Milli Kültür Bakanlığı

YAŞADIKÇA I Milli Kültür Bakanlığı 
 
           - Kültür ve Turizm Bakanlığı isminin, 12 Eylül ürünü olması  dikkatinizi çekti mi? 
           - 1957’den 1963’e kadar, “Basın-Yayın ve Turizm Bakanlığı”;  1963’ten 1981’e kadar da, “Turizm ve Tanıtma Bakanlığı” var. 
           - 1971’den 12 Eylül 1980 askerî darbesine kadar ise Kültür Bakanlığı müstâkil. 
           - Doğru olan da bu! 
           Derken efendim; ne olduysa olmuş ve 10 Aralık 1981’den itibaren,  Bülend Ulusu başkanlığındaki, 12 Eylül hükümeti tarafından o güne kadar  ayrı olan kültür ve turizm bakanlıkları birleştirilmiş ve ortaya şu ucûbe terkip çıkmış: 
           - Kültür ve Turizm Bakanlığı. 

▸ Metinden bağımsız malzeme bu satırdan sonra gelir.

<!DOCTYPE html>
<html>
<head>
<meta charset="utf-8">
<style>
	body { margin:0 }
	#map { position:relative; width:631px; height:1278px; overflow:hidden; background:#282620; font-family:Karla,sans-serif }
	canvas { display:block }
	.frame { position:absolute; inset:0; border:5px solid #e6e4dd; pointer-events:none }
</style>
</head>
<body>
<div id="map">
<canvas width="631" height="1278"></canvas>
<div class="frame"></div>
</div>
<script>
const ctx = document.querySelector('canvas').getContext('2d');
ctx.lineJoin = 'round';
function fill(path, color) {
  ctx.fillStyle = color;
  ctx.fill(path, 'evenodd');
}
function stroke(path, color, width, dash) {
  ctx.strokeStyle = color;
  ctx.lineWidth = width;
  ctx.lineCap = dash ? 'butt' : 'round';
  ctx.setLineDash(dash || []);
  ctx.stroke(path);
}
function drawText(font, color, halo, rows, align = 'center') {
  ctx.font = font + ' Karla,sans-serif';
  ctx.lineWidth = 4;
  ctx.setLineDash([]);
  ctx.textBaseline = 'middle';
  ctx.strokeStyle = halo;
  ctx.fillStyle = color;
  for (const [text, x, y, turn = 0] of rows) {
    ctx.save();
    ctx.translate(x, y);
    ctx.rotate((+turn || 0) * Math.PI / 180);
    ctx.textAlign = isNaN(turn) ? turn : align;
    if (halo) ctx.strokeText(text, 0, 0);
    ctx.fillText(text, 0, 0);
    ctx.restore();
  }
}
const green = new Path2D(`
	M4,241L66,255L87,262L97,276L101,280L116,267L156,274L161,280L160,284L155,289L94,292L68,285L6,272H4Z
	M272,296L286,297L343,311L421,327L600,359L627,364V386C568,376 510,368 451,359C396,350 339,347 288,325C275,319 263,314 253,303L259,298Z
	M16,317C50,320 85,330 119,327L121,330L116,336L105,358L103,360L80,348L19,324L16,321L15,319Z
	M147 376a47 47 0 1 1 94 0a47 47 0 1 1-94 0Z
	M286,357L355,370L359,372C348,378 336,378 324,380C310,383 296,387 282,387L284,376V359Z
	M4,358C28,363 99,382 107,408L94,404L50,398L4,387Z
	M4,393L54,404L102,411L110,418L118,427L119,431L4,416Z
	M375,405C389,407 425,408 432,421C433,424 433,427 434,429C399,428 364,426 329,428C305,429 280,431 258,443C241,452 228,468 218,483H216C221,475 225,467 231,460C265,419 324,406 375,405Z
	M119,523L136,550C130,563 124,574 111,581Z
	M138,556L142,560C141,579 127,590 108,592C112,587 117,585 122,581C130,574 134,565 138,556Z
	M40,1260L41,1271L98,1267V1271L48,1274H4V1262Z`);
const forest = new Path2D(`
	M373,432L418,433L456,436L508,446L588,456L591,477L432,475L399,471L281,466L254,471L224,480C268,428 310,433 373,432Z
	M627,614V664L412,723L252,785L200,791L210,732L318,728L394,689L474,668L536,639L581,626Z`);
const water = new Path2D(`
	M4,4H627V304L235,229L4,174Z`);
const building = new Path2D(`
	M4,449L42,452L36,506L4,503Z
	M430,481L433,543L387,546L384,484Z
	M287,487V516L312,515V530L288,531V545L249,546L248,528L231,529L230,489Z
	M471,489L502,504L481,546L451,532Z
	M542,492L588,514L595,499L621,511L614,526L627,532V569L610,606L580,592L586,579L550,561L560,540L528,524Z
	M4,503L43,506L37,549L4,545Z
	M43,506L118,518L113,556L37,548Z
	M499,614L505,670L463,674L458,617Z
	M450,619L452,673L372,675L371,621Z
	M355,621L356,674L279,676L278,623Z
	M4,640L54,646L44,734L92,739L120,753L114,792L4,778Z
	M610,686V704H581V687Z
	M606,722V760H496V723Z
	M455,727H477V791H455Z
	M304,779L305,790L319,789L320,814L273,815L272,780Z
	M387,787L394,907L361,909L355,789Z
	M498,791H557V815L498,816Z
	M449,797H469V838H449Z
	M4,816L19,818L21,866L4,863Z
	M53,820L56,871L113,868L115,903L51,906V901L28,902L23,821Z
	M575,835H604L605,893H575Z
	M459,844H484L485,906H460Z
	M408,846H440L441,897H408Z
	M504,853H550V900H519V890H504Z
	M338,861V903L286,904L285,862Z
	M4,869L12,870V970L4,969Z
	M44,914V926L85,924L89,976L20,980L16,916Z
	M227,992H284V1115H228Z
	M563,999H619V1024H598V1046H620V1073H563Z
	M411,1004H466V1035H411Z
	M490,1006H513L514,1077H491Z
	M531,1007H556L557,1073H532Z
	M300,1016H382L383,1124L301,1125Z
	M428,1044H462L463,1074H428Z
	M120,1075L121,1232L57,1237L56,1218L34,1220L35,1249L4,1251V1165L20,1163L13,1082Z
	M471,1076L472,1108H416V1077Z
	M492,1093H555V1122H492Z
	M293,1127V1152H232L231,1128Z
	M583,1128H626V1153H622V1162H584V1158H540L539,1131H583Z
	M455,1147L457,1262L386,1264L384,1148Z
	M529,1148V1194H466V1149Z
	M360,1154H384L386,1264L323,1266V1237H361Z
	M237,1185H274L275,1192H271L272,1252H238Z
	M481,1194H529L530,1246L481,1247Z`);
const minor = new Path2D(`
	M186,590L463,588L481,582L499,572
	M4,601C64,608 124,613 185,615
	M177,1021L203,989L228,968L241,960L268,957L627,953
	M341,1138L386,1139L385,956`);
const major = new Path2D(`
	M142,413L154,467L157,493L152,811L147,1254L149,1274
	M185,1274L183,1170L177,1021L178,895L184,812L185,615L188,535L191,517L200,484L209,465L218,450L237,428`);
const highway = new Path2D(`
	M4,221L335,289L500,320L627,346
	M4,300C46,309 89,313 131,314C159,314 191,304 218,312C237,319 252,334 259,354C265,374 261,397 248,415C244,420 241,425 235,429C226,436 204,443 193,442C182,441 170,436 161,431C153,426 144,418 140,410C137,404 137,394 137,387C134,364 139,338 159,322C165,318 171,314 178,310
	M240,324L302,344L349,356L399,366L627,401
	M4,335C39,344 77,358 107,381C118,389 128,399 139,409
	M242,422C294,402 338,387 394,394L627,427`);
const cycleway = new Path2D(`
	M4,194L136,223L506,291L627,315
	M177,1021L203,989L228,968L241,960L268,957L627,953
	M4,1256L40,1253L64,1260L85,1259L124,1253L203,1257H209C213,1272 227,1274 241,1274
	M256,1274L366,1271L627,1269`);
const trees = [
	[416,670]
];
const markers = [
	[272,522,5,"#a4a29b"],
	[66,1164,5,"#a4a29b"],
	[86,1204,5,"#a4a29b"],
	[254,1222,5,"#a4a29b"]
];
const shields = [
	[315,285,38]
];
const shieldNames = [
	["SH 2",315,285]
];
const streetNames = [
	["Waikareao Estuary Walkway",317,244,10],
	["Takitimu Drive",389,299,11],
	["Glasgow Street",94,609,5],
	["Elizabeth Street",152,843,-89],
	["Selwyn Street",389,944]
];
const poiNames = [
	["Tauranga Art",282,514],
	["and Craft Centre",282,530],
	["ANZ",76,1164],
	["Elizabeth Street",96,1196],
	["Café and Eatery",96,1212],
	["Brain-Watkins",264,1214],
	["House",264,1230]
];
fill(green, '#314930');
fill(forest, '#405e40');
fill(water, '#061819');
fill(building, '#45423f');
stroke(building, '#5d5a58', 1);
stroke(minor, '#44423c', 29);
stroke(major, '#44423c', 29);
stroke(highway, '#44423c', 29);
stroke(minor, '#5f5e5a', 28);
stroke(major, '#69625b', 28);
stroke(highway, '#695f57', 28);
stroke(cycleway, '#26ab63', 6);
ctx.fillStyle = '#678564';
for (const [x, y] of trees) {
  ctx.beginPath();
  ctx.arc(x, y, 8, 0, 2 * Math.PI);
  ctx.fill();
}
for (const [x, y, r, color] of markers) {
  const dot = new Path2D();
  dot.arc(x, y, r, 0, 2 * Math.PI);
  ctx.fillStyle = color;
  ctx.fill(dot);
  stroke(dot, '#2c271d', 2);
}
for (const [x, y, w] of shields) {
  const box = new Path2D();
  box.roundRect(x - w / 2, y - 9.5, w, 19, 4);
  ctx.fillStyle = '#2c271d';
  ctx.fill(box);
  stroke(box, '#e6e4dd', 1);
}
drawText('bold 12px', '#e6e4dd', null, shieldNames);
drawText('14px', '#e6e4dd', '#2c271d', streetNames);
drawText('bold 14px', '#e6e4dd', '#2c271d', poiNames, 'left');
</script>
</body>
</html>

           Dikkat buyurun: 
           - Millî kültüre değil, turizme odaklı bir kültür; daha açık bir ifadeyle, turistik kültür bakanlığı. 
          
           MİLLÎ SİNEMA KAYIPLARDA 
           Merhum Turgut Özal, bu garâbetin farkına varmış ve 1987’de yeniden müstâkil  Kültür Bakanlığı kurmuş ancak ne hikmetse, 2005’te tekrar kültür-turizme dönülmüş. 
           Mesele bakanlık sayısından tasarrufsa, Kültür Bakanlığının, Millî Eğitim Bakanlığıyla  birleşmesini anlarım ama turizmle asla. 
           - İsmin ne önemi var, deyip geçmeyin! 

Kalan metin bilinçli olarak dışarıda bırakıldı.